In the copy, keep the lines from the first line of the material below through the line containing "position:absolute; right:15px; top:15px;" exactly as they are, and include no pictures.

________________

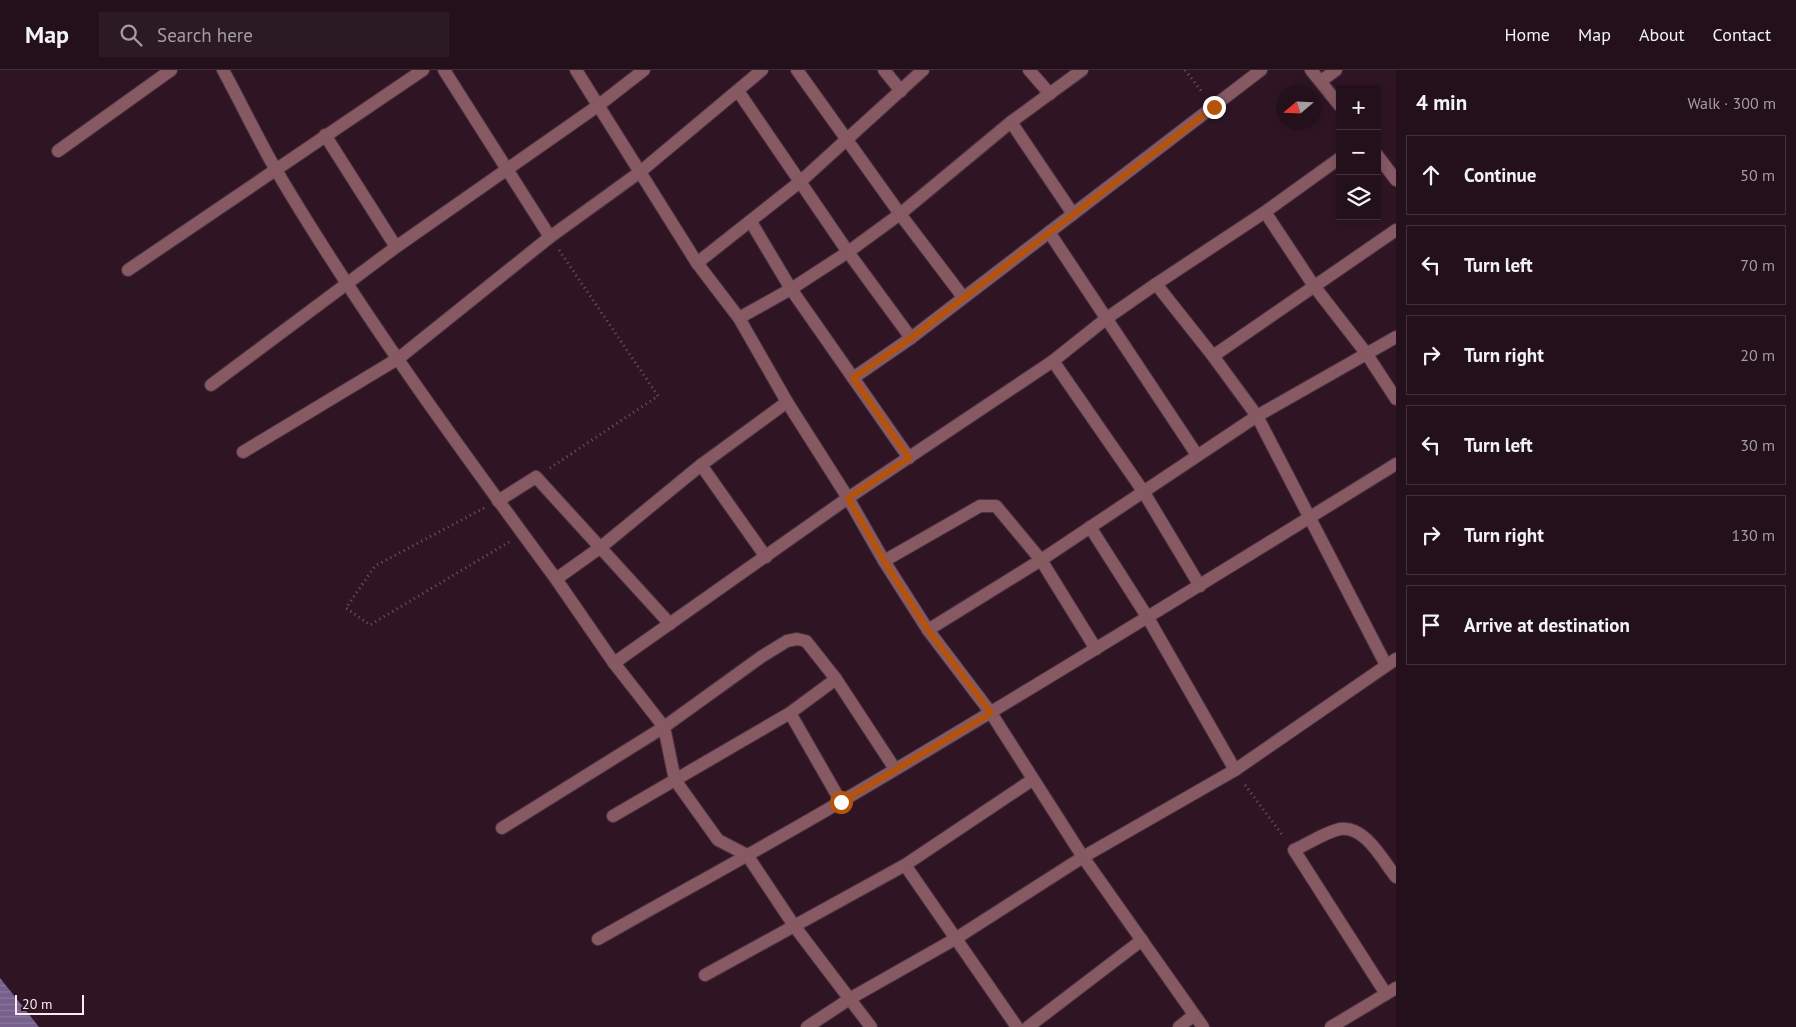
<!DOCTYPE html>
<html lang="en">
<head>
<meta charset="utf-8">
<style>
	:root { --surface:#23101b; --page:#2b1924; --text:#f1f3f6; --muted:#a39da3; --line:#40303a }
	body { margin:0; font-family:"PT Sans",sans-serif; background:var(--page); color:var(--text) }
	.controls { position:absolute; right:15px; top:15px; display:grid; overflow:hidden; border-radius:0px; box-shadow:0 2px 8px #0003 }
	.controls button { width:45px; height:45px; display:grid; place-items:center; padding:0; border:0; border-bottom:1px solid var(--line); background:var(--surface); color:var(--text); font:25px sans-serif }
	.compass { position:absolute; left:1276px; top:15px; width:45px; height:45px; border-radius:50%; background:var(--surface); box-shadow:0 2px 8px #0003; rotate:251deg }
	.scale { position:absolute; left:15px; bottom:12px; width:69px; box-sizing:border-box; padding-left:5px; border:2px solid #fce9f2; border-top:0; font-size:14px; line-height:18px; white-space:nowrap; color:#fce9f2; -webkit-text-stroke:4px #2f1524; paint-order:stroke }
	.stop { position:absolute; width:15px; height:15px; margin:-11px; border:4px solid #b45309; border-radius:50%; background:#fff }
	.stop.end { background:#b45309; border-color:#fff; box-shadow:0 1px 5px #0008 }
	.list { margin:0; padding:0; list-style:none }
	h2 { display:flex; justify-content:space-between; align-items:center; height:65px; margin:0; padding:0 20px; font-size:21px }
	h2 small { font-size:16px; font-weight:400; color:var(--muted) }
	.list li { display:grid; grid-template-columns:32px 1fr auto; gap:15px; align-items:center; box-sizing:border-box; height:80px; margin:0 10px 10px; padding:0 10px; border:1px solid var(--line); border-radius:0px }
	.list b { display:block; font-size:19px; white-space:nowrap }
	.list em { font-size:16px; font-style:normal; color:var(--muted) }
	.icon { flex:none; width:28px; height:28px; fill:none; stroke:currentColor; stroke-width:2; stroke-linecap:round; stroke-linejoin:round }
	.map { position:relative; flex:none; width:1396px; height:957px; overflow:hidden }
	header { display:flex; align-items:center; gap:30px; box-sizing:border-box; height:70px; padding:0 25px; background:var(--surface); border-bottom:1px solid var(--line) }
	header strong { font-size:24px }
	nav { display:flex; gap:28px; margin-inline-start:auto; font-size:18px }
	.search { width:350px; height:45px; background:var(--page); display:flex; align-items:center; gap:12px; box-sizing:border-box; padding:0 18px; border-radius:0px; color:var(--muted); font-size:19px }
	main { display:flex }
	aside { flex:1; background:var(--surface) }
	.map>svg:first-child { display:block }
	.water { fill:url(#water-rules) }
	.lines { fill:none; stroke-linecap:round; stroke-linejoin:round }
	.minor-casing { stroke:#4c3341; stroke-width:14 }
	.path { stroke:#6f5865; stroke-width:3; stroke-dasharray:1 4; stroke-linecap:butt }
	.minor { stroke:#865963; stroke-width:12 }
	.route { stroke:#b45309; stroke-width:6 }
</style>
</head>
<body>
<header>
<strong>Map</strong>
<div class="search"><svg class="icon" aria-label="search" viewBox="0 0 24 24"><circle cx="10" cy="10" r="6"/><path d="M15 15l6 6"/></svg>Search here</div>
<nav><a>Home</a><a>Map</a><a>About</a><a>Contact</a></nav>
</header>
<main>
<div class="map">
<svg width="1396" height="957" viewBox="0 0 1396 957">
	<defs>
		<pattern id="water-rules" width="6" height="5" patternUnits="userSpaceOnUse" patternTransform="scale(1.25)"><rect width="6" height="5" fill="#76608c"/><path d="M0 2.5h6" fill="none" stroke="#8a779d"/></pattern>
	</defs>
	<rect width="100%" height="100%" fill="#2f1524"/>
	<path class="water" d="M0 908 39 957H0Z"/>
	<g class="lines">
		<g class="minor-casing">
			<g id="minor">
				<path d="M223 0C241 33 257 67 276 100 360 242 458 376 556 509L601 477 701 395 787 332"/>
				<path d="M444 0 550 167"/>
				<path d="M576 0 697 193 739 248 787 332 848 428 884 491 928 560 991 643 1083 787 1203 957"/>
				<path d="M797 0 900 144 963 227"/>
				<path d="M884 0 901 21"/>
				<path d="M1029 0 1050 24"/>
				<path d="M1311 0 1340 36"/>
				<path d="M1321 11 1336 0"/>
				<path d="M738 21 848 182 911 268"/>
				<path d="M1011 52 1073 144"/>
				<path d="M325 65 396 177"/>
				<path d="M58 81 171 0"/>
				<path d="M1377 85 1396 110"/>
				<path d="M1265 142 1340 88"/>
				<path d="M751 152 791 219 909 388"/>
				<path d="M1049 162 1197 385"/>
				<path d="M697 193 801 111 923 0"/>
				<path d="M128 200 423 0"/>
				<path d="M1156 214 1213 286"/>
				<path d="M739 248 791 219 848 182 900 144 1011 52 1082 0"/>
				<path d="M1053 291 1143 421 1200 516"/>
				<path d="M853 308 911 268 1261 0"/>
				<path d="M211 315 396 177 599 35 644 0"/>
				<path d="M243 382 399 288 550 167 640 102 762 0"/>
				<path d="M701 395 766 487"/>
				<path d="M498 431 536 407 670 554"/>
				<path d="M1090 457 1148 548 1235 700"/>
				<path d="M884 491 980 436H996L1041 490 1096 579"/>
				<path d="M556 509 614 593"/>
				<path d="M928 560 1041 490 1257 346 1396 267"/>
				<path d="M1386 595 1257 346 1213 286 1396 160"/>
				<path d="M790 643 841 732"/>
				<path d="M613 746 790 643 836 609 895 699"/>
				<path d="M502 758 664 657 761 587 787 571 797 569 806 571 836 609"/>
				<path d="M905 795 1017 957"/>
				<path d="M598 869C679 823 762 778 842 731 1029 621 1212 508 1396 394"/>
				<path d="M705 905 905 795 1032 710"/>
				<path d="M1386 924 1294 780C1308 774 1325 762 1340 759 1365 755 1383 791 1396 807"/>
				<path d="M807 957 851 928 955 869 1083 787 1235 700 1396 589"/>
				<path d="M871 957 795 857 747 785 718 770 675 710 664 657 614 593 848 428 1053 291 1107 248 1156 214 1265 142 1314 216 1366 283 1396 329"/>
				<path d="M1028 957 1142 870"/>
				<path d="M1179 957 1194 945"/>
				<path d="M1331 957 1396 918"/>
			</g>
		</g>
		<g class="path">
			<path d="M1185 0 1202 22"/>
			<path d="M550 398 658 326 559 180"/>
			<path d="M484 438 375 496 346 538 370 555 509 472"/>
			<path d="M1245 715 1283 766"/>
		</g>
		<use href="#minor" class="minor"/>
	</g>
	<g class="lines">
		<path class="route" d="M841 732 991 643 928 560 884 491 848 428 909 388 853 308 911 268 1214 37"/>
	</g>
</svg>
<div class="controls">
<button>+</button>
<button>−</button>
<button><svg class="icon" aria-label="layers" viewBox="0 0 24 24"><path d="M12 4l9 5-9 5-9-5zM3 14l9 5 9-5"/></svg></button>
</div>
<svg class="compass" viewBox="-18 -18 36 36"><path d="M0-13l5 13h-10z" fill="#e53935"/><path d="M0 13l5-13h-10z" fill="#a39da3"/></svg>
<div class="scale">20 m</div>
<div class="stop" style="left:841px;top:732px"></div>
<div class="stop end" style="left:1214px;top:37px"></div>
</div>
<aside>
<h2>4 min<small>Walk · 300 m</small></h2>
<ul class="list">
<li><svg class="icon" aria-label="ahead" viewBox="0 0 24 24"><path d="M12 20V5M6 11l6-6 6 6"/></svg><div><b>Continue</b></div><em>50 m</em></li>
<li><svg class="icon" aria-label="left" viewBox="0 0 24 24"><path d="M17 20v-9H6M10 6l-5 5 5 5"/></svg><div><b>Turn left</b></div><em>70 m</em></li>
<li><svg class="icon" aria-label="right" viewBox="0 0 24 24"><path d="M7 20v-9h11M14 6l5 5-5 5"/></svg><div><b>Turn right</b></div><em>20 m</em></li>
<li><svg class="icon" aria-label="left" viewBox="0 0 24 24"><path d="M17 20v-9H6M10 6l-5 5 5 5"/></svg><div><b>Turn left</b></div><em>30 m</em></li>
<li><svg class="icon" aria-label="right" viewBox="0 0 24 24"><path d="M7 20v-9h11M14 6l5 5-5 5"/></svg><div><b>Turn right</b></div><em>130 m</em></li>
<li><svg class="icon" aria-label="arrive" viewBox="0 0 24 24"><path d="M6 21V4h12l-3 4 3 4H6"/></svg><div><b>Arrive at destination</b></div></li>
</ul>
</aside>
</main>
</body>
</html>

________________

Exercise response:
<!DOCTYPE html>
<html lang="en">
<head>
<meta charset="utf-8">
<style>
	:root { --surface:#23101b; --page:#2b1924; --text:#f1f3f6; --muted:#a39da3; --line:#40303a }
	body { margin:0; font-family:"PT Sans",sans-serif; background:var(--page); color:var(--text) }
	.controls { position:absolute; right:15px; top:15px; display:grid; overflow:hidden; border-radius:0px; box-shadow:0 2px 8px #0003 }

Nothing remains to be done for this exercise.